Pada awalnya saya hanya diperiksa oleh dokter spesialis penyakit dalam. Setelah beberapa hari saya mengadukan masalah batuk dan pilek yang tidak kunjung sembuh. Akhirnya saya dirujuk ke dokter spesialis THT (Telinga Hidung Tenggorokan). Dokter spesialis THT menemukan ada produksi lendir di bagian hidung yang menyebabkan benjolan-benjolan di bagian tenggorokan sehingga bagian tenggorokan pun ikut memproduksi lendir. Produksi lendir di bagian tenggorokan itu yang menyebabkan batuk.

Akhirnya saya harus meminum obat yang diresepkan oleh kedua dokter tersebut. Alhamdulillah obat-obat tersebut tepat guna. Saya merasa batuk dan pilek saya berkurang dan kondisi tubuh berangsur-angsur membaik. Rujukan ke dokter spesialis THT merupakan langkah yang tepat. Tanpa analisa dari dokter spesialis THT itu, masalah batuk dan pilek saya pasti akan terus ada sampai rawat inap saya selesai.

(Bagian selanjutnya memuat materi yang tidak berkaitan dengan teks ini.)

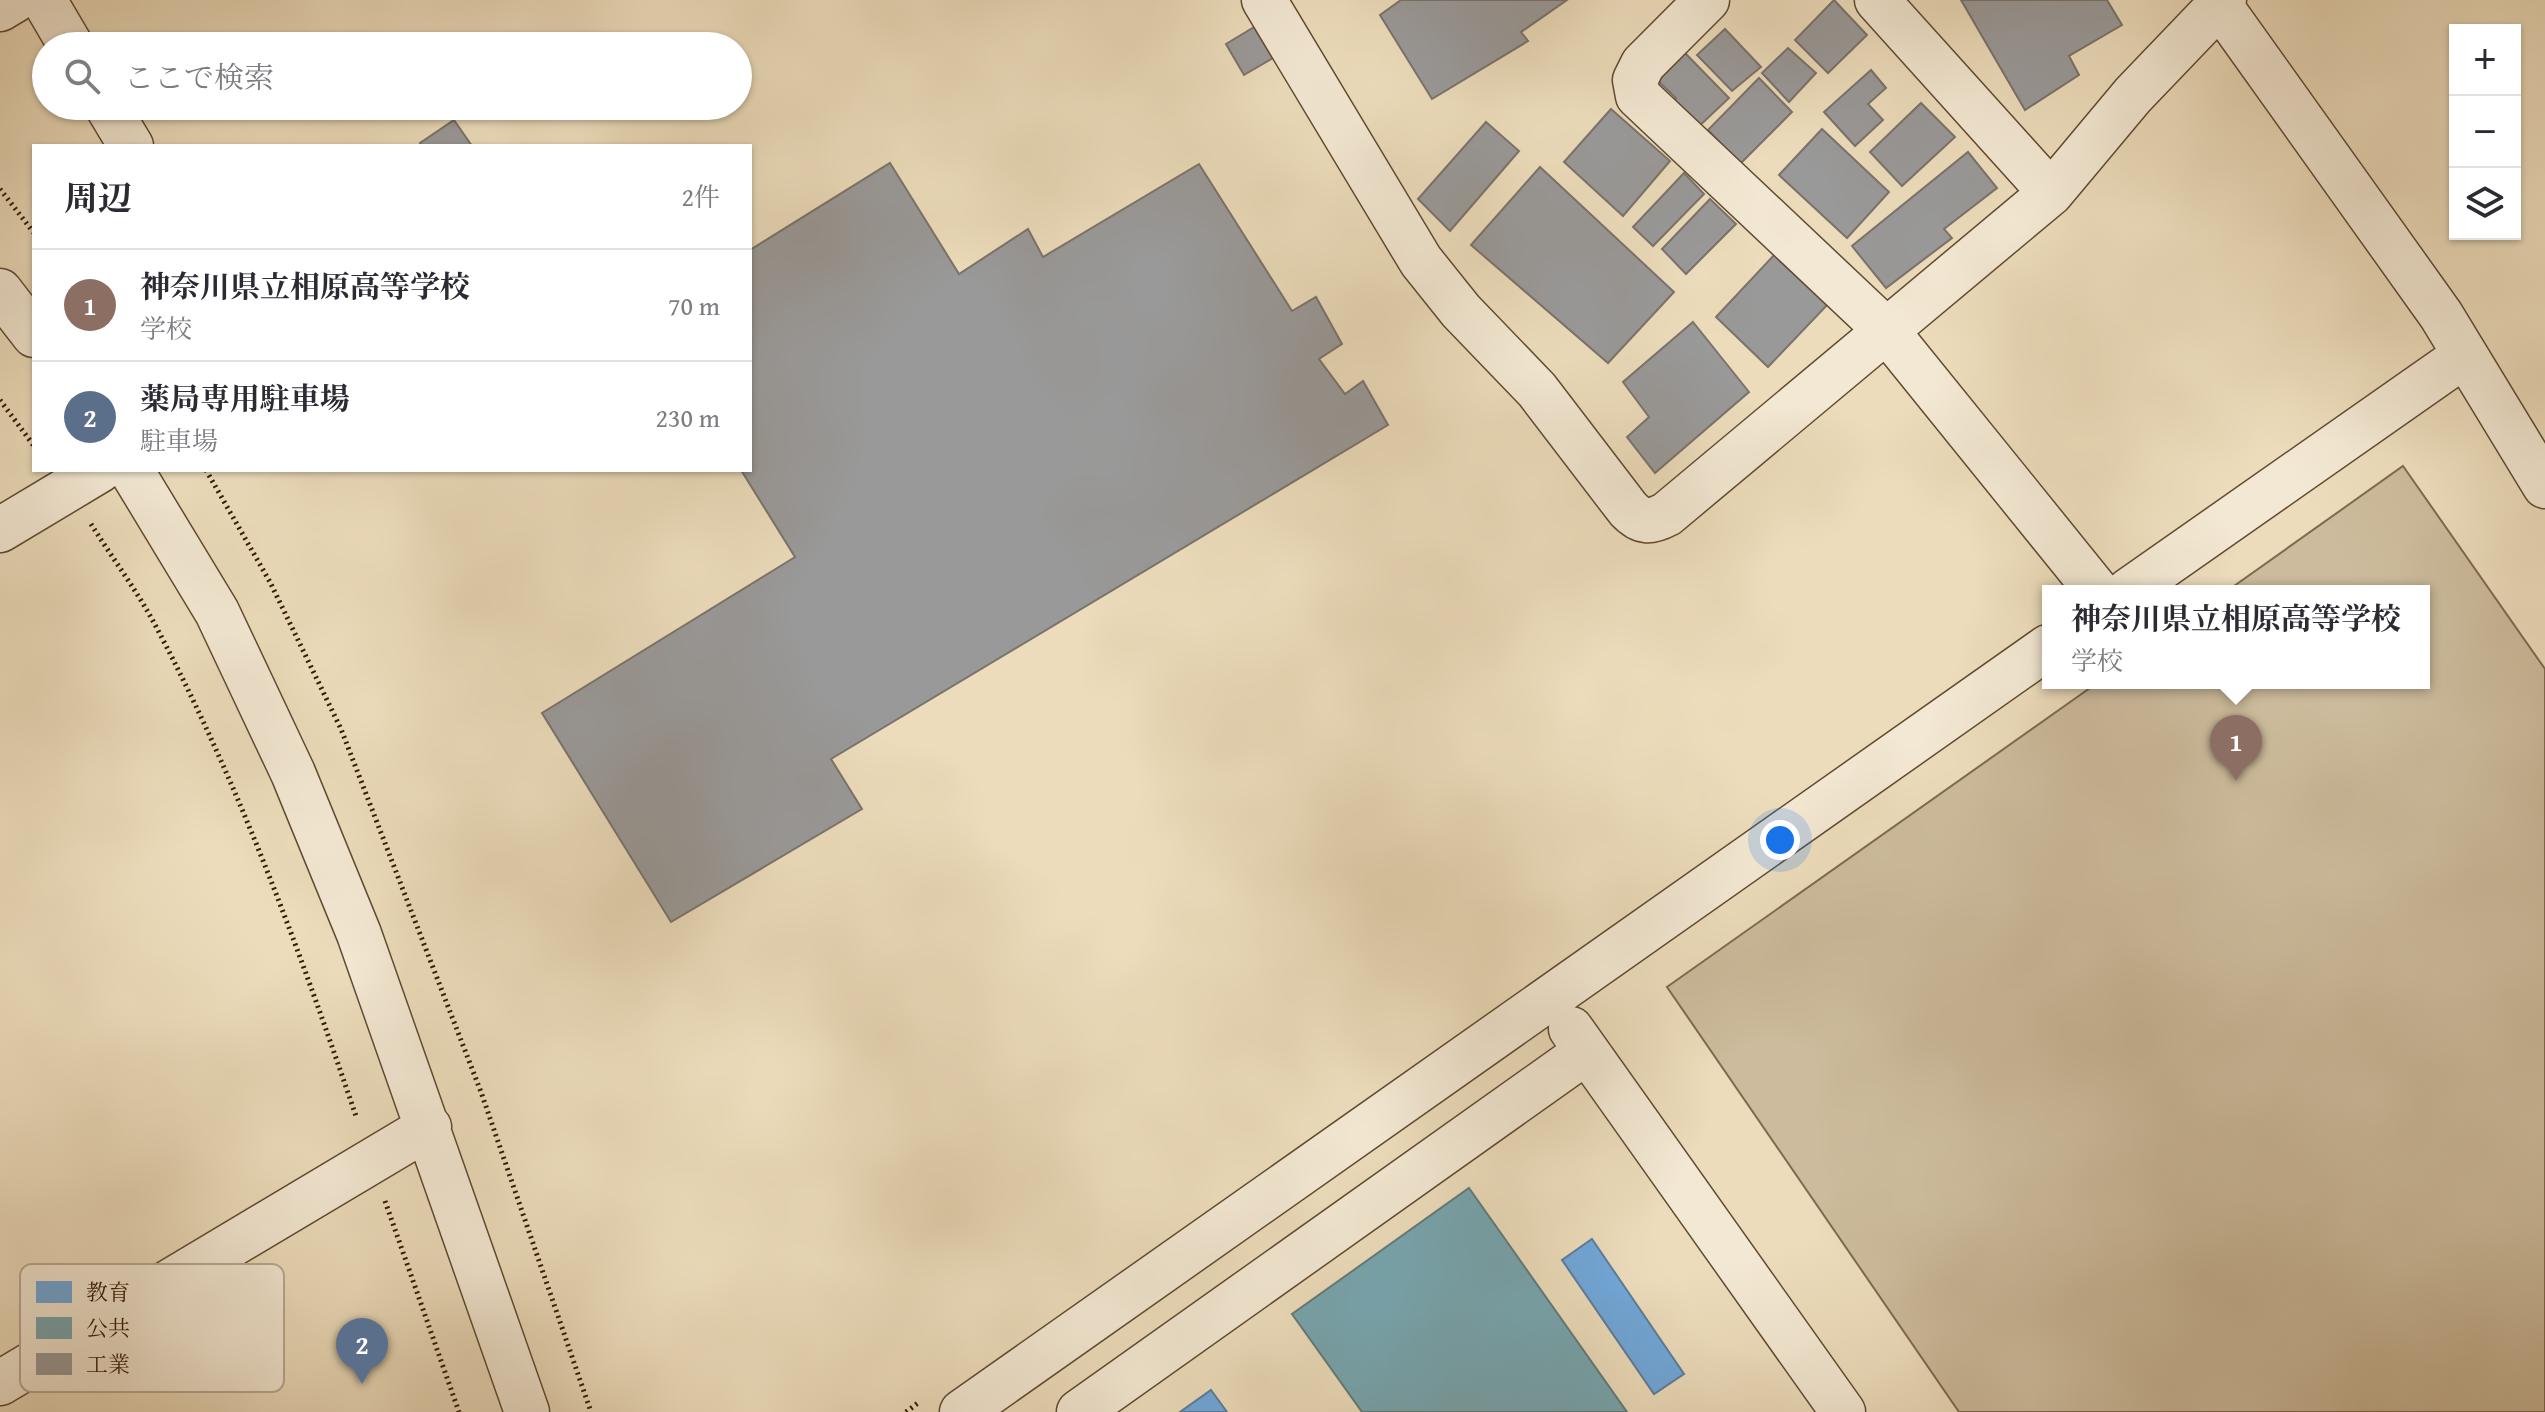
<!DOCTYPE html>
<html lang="ja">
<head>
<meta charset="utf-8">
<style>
	body { margin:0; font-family:"Gentium Book Plus","Noto Serif JP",serif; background:#f7f7f7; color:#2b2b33 }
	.controls { position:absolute; right:24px; top:24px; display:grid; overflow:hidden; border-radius:0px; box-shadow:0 2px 6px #0004 }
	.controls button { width:72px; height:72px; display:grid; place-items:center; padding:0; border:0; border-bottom:2px solid #e1e1e2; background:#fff; color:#2b2b33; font:40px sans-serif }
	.you { position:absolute; left:1780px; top:840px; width:28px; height:28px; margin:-20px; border:6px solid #fff; border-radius:50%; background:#1a73e8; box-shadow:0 0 0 12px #1a73e833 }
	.badge { display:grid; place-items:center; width:52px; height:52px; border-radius:50%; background:#db2777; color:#fff; font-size:26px; font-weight:700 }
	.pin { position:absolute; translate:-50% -66px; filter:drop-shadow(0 2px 4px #0008) }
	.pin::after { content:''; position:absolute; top:42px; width:28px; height:24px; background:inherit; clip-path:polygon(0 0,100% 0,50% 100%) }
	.popup { position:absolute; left:2042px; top:585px; width:388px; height:104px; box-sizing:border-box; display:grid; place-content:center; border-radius:0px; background:#fff; filter:drop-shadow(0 2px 6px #0005); font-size:26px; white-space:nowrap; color:#7c7c81 }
	.popup b { font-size:30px; color:#2b2b33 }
	.popup::after { content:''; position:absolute; left:50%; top:100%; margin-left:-16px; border:16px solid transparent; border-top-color:#fff }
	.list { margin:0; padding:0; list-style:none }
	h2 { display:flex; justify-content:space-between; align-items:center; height:104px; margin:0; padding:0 32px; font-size:34px }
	h2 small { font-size:26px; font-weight:400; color:#7c7c81 }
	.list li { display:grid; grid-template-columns:52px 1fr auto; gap:24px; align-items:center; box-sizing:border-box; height:112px; padding:0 32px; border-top:2px solid #e1e1e2 }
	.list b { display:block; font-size:30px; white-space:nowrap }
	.list p { margin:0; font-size:26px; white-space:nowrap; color:#7c7c81 }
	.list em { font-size:26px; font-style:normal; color:#7c7c81 }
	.icon { flex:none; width:44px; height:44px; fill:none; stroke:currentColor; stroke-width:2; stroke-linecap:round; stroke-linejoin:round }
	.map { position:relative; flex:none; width:2545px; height:1412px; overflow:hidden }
	.search { position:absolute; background:#fff; box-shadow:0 2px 6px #0004; left:32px; top:32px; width:720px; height:88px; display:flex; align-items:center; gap:20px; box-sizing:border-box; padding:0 28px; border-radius:44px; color:#7c7c81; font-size:30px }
	.panel { position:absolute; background:#fff; box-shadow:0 2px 6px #0004; left:32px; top:144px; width:720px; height:328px; border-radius:0px }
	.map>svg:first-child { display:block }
	.green { fill:#ccbb9c; stroke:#7f6a50; stroke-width:2 }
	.schools { fill:#6fa8dc; stroke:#5d7d9b; stroke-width:2 }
	.public { fill:#76a5af; stroke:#627b7c; stroke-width:2 }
	.industry { fill:#999; stroke:#7a736c; stroke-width:2 }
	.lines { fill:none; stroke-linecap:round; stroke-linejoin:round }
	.minor-casing { stroke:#604a32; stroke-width:47 }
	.path { stroke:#321a04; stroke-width:5; stroke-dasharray:2 4; stroke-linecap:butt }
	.minor { stroke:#f3e8d3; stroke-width:44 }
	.key { fill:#f3e8d3; stroke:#b9aa95; stroke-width:2 }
	.key-label { font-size:22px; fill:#321a04 }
</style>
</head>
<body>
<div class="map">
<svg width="2545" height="1412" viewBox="0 0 2545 1412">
	<rect width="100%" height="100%" fill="#ecdcbb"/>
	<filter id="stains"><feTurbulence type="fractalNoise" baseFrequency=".0025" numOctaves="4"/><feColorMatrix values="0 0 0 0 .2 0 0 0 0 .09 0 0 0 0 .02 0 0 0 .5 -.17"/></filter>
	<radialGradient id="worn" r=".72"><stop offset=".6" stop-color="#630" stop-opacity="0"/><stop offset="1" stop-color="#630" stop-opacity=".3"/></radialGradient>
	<path class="green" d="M 2403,466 L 2545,669 L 2545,1412 L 1959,1412 L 1667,987 L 2097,683 L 2424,683 L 2424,591 L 2227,591 Z"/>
	<path class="schools" d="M 1592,1239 L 1684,1374 L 1654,1394 L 1562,1260 Z
		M 1211,1390 L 1227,1412 L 1180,1412 Z"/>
	<path class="public" d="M 1469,1188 L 1627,1412 L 1362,1412 L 1292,1314 Z"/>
	<path class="industry" d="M 1401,0 L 1567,0 L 1521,32 L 1528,41 L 1432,99 L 1380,15 Z
		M 1834,0 L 1867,35 L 1828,73 L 1795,40 Z
		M 1961,0 L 2107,0 L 2122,25 L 2069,56 L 2079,75 L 2025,110 Z
		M 1254,27 L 1273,58 L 1244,75 L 1226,44 Z
		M 1725,29 L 1761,67 L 1732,91 L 1697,55 Z
		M 1788,48 L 1816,73 L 1789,102 L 1762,73 Z
		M 1685,53 L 1729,98 L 1696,129 L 1671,104 L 1676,98 L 1658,81 Z
		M 1871,70 L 1886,88 L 1868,104 L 1883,120 L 1855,146 L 1824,112 Z
		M 1759,78 L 1792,112 L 1740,164 L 1708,130 Z
		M 1921,103 L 1955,137 L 1902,186 L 1870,152 Z
		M 1611,109 L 1670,161 L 1623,216 L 1564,162 Z
		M 454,120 L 472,146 L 422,146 L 420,143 Z
		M 1486,122 L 1519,151 L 1450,231 L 1418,199 Z
		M 1822,129 L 1889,192 L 1847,238 L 1779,175 Z
		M 1968,152 L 1997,188 L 1944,229 L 1952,238 L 1886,288 L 1852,246 Z
		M 890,163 L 959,274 L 1028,229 L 1043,257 L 1199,164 L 1292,311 L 1316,297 L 1342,344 L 1319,359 L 1345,394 L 1363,381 L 1388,425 L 831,759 L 862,809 L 671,922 L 542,713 L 795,557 L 741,470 L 750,470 L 750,250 Z
		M 1540,167 L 1674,292 L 1608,363 L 1471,245 Z
		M 1684,173 L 1704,194 L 1653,246 L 1633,227 Z
		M 1710,199 L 1736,224 L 1686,274 L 1662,249 Z
		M 1776,253 L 1829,303 L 1768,367 L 1716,317 Z
		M 1693,322 L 1749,392 L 1655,473 L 1627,437 L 1649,417 L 1623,382 Z"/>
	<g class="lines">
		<defs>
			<path id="minor" d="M 44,0 L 71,46
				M 1264,0 L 1421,261 L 1461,311 L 1537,390 L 1628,509 C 1641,523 1650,523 1667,514 L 2051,193 L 2133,95 L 2224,0
				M 1707,0 L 1643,64 L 1635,80 L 1638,96 L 1886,330 L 2097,591
				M 1877,0 L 2051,193
				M 2219,4 L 2441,315 L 2545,486
				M 0,9 L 15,0
				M 107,106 L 131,146
				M 0,291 L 34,335
				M 131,470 L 217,612 L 293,773 L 359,934 L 527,1412
				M 0,530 L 100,470
				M 2128,591 L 2465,355
				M 1571,1029 L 1843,1412
				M 0,1383 L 429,1127
				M 962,1412 L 2048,647
				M 1079,1412 L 1586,1052"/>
		</defs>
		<use href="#minor" class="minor-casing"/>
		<path class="path" d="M 0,189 L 34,233
			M 0,400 L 34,446
			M 206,470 L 270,582 L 341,729 L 481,1092 L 591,1412
			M 91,524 C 111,556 135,588 153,621 C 238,780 299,949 357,1119
			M 385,1201 L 459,1412
			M 906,1412 L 918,1403"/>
		<use href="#minor" class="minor"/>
	</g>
	<rect x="20" y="1264" width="264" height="128" rx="12" class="key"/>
	<rect x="36" y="1281" width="36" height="22" fill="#6fa8dc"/>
	<rect x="36" y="1317" width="36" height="22" fill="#76a5af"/>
	<rect x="36" y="1353" width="36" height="22" fill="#999"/>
	<g class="key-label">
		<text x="86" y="1300">教育</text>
		<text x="86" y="1336">公共</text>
		<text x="86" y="1372">工業</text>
	</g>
	<rect width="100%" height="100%" filter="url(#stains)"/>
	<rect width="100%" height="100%" fill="url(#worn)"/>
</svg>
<div class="controls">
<button>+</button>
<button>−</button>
<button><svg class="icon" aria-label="layers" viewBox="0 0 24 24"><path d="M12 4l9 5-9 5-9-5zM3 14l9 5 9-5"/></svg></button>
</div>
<div class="you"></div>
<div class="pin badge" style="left:2236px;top:781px;background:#8d6e63">1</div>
<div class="popup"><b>神奈川県立相原高等学校</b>学校</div>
<div class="pin badge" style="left:362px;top:1384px;background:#5c6f8a">2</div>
<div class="search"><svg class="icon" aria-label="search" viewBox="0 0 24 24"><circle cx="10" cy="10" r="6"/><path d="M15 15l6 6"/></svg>ここで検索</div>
<section class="panel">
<h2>周辺<small>2件</small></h2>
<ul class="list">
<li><span class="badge" style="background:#8d6e63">1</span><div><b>神奈川県立相原高等学校</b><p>学校</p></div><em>70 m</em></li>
<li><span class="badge" style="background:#5c6f8a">2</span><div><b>薬局専用駐車場</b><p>駐車場</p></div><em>230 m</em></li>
</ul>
</section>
</div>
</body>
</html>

Hari ini, Rabu, 3 Maret 2010, saya sudah keluar dari rawat inap, membawa banyak obat-obatan, dan sedang menjalani jumlah hari rawat tambahan yang diberikan dokter sampai akhir minggu ini. Semoga saja minggu depan kondisi saya sudah sehat kembali dan saya tidak perlu lagi meminta ijin dari kantor akibat sakit dengan jumlah hari yang tidak sedikit.